• _Work to complete_
Copy out every line of the records in which "lineWidth" can be found.

• _Records to process_
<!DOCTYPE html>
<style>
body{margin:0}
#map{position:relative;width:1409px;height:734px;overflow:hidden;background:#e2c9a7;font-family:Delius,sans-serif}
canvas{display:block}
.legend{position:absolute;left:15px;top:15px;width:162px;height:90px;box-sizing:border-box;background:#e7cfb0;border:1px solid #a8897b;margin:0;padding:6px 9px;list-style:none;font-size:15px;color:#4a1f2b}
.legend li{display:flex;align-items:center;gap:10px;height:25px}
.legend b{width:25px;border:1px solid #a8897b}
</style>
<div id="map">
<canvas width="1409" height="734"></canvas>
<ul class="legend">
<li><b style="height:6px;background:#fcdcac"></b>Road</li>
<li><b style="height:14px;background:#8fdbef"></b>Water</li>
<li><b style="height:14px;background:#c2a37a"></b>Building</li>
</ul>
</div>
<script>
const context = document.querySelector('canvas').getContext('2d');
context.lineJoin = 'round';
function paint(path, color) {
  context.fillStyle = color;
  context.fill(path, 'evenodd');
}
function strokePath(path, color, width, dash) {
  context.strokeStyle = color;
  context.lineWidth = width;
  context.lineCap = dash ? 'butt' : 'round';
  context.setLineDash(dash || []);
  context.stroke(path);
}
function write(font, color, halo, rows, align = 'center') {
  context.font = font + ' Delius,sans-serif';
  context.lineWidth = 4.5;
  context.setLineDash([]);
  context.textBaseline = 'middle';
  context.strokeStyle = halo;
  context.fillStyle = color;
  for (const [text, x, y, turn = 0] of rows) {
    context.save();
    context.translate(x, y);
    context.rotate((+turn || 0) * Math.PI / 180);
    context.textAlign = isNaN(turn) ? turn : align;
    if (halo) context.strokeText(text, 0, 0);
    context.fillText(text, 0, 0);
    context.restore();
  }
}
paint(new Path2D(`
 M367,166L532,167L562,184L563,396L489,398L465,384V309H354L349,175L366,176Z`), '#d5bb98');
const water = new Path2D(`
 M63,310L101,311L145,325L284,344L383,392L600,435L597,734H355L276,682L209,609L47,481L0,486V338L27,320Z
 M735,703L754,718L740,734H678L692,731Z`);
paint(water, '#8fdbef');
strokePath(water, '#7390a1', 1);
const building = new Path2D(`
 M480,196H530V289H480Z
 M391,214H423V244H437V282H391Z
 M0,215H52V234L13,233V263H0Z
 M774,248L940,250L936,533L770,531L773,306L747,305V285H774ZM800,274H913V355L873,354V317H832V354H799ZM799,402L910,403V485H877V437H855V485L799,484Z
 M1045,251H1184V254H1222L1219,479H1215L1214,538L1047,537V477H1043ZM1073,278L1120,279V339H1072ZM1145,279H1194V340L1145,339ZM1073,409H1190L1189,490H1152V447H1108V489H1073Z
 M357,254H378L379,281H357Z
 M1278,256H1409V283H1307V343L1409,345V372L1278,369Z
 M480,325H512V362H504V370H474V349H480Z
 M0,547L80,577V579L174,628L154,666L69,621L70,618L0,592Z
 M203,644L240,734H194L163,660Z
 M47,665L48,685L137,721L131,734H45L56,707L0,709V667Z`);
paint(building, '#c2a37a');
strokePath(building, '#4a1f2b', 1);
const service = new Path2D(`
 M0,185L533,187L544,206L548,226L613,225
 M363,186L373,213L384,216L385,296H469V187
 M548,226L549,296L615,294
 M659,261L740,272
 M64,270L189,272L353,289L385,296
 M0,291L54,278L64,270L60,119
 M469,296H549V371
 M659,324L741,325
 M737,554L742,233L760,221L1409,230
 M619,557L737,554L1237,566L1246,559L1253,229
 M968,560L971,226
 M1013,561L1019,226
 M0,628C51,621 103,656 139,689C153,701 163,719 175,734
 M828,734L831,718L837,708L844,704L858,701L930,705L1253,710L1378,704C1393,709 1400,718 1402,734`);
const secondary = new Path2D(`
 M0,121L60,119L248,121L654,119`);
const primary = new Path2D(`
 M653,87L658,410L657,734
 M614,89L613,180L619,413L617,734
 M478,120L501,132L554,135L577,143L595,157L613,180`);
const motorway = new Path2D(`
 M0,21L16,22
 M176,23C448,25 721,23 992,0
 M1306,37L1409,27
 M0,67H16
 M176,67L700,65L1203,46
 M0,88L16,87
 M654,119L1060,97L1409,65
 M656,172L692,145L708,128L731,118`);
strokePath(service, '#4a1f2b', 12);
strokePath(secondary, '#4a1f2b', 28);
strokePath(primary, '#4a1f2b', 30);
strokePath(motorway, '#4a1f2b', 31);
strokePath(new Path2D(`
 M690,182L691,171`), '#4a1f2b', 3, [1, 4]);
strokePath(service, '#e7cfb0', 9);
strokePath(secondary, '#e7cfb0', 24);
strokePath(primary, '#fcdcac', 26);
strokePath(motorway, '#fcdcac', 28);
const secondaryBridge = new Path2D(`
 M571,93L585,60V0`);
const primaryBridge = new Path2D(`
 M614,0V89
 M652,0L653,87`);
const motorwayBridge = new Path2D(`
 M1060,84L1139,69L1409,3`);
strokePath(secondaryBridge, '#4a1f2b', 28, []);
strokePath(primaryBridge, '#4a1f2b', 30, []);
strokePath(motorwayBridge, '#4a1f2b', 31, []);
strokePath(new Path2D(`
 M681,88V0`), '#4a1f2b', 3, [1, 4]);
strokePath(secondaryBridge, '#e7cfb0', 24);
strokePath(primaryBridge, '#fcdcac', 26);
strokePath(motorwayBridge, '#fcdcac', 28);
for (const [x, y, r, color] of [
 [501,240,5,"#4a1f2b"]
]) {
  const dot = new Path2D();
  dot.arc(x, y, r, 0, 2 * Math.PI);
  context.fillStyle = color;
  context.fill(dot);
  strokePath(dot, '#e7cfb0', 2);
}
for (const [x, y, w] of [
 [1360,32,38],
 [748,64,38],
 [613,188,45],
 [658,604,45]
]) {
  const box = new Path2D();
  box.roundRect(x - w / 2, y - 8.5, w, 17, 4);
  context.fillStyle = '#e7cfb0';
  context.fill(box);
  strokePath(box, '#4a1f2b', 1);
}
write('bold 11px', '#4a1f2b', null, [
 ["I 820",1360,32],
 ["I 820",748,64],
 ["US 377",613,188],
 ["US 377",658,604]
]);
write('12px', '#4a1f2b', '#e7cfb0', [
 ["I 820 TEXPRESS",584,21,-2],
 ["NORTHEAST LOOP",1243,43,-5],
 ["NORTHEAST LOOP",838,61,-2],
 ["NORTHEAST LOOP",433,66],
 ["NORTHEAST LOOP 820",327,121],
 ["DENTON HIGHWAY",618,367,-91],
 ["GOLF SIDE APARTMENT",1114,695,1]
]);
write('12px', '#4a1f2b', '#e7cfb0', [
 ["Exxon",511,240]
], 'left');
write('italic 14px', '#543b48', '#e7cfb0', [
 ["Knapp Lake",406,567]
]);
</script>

• _Answer to the exercise_
  context.lineWidth = width;
  context.lineWidth = 4.5;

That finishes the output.